- **Exercise materials**:
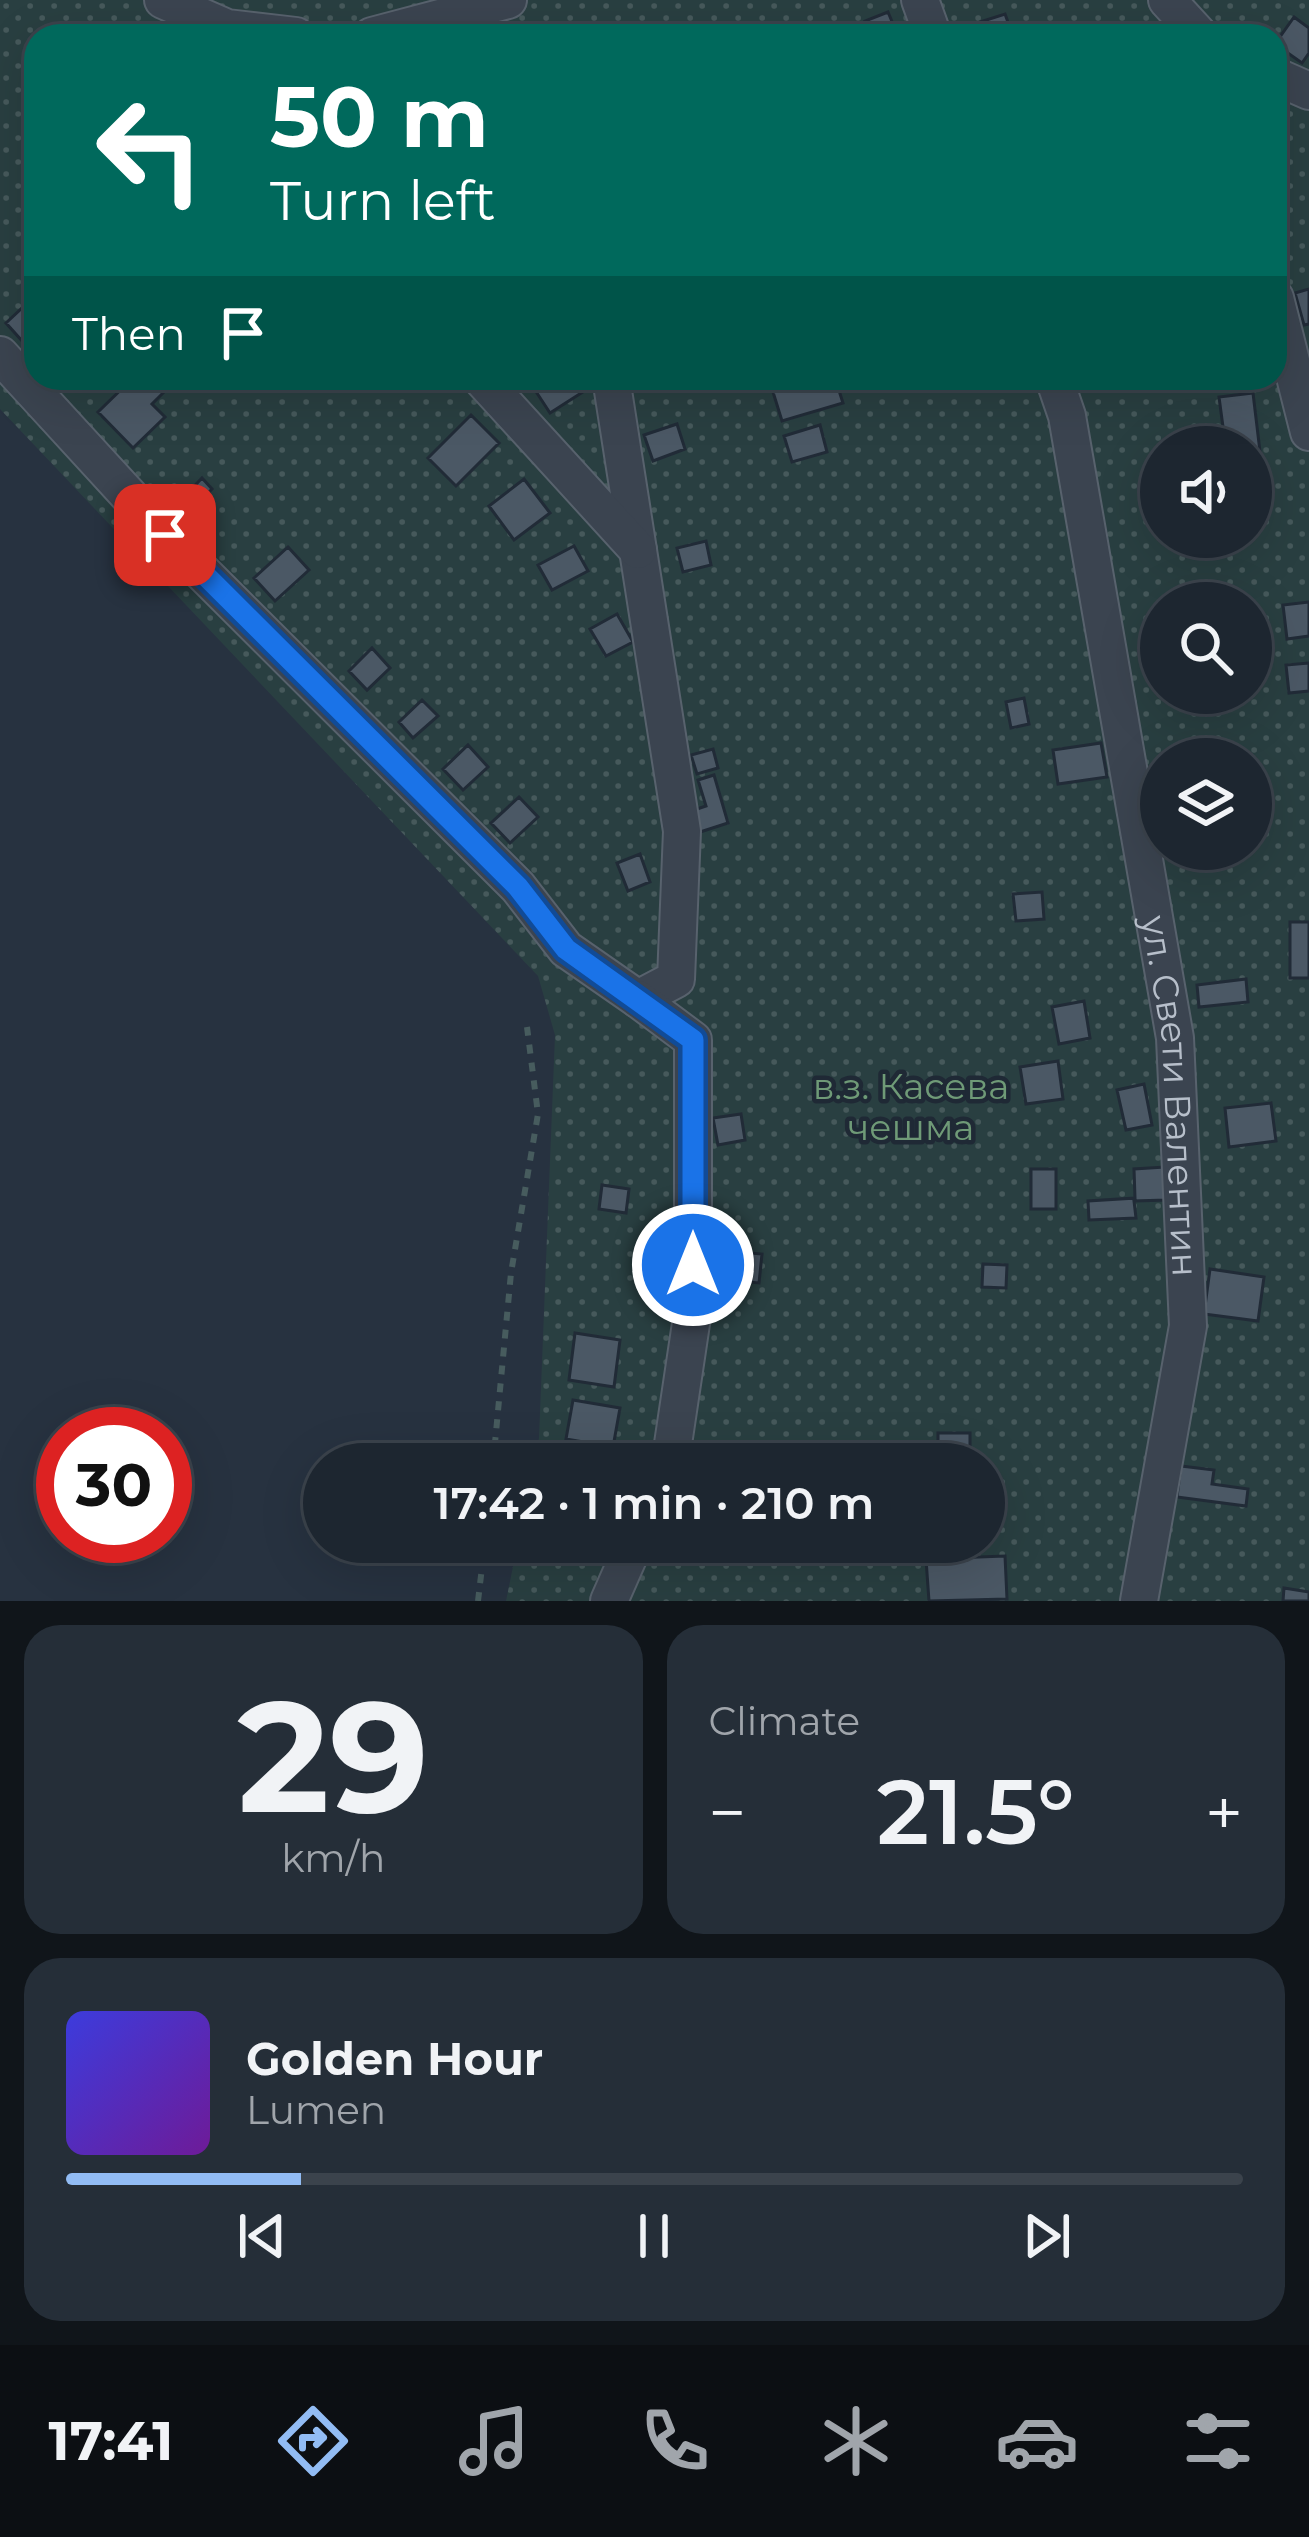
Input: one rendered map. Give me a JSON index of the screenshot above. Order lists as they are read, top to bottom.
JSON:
{
  "streets": {
    "street": ["ул. Свети Валентин"]
  },
  "parks": ["в.з. Касева чешма"],
  "page": {
    "turn": ["50 m", "Turn left"],
    "then": "Then",
    "limit": "30",
    "trip": "17:42 · 1 min · 210 m",
    "tile": [
      ["29", "km/h"],
      "Climate"
    ],
    "heat": ["−", "21.5°", "+"],
    "song": ["Golden Hour", "Lumen"],
    "tabs": "17:41"
  }
}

- **Exercise description**: Your copy should hold each line above exactly and no pictures at all.

- **Answer to the exercise**:
Input: one rendered map. Give me a JSON index of the screenshot above. Order lists as they are read, top to bottom.
JSON:
{
  "streets": {
    "street": ["ул. Свети Валентин"]
  },
  "parks": ["в.з. Касева чешма"],
  "page": {
    "turn": ["50 m", "Turn left"],
    "then": "Then",
    "limit": "30",
    "trip": "17:42 · 1 min · 210 m",
    "tile": [
      ["29", "km/h"],
      "Climate"
    ],
    "heat": ["−", "21.5°", "+"],
    "song": ["Golden Hour", "Lumen"],
    "tabs": "17:41"
  }
}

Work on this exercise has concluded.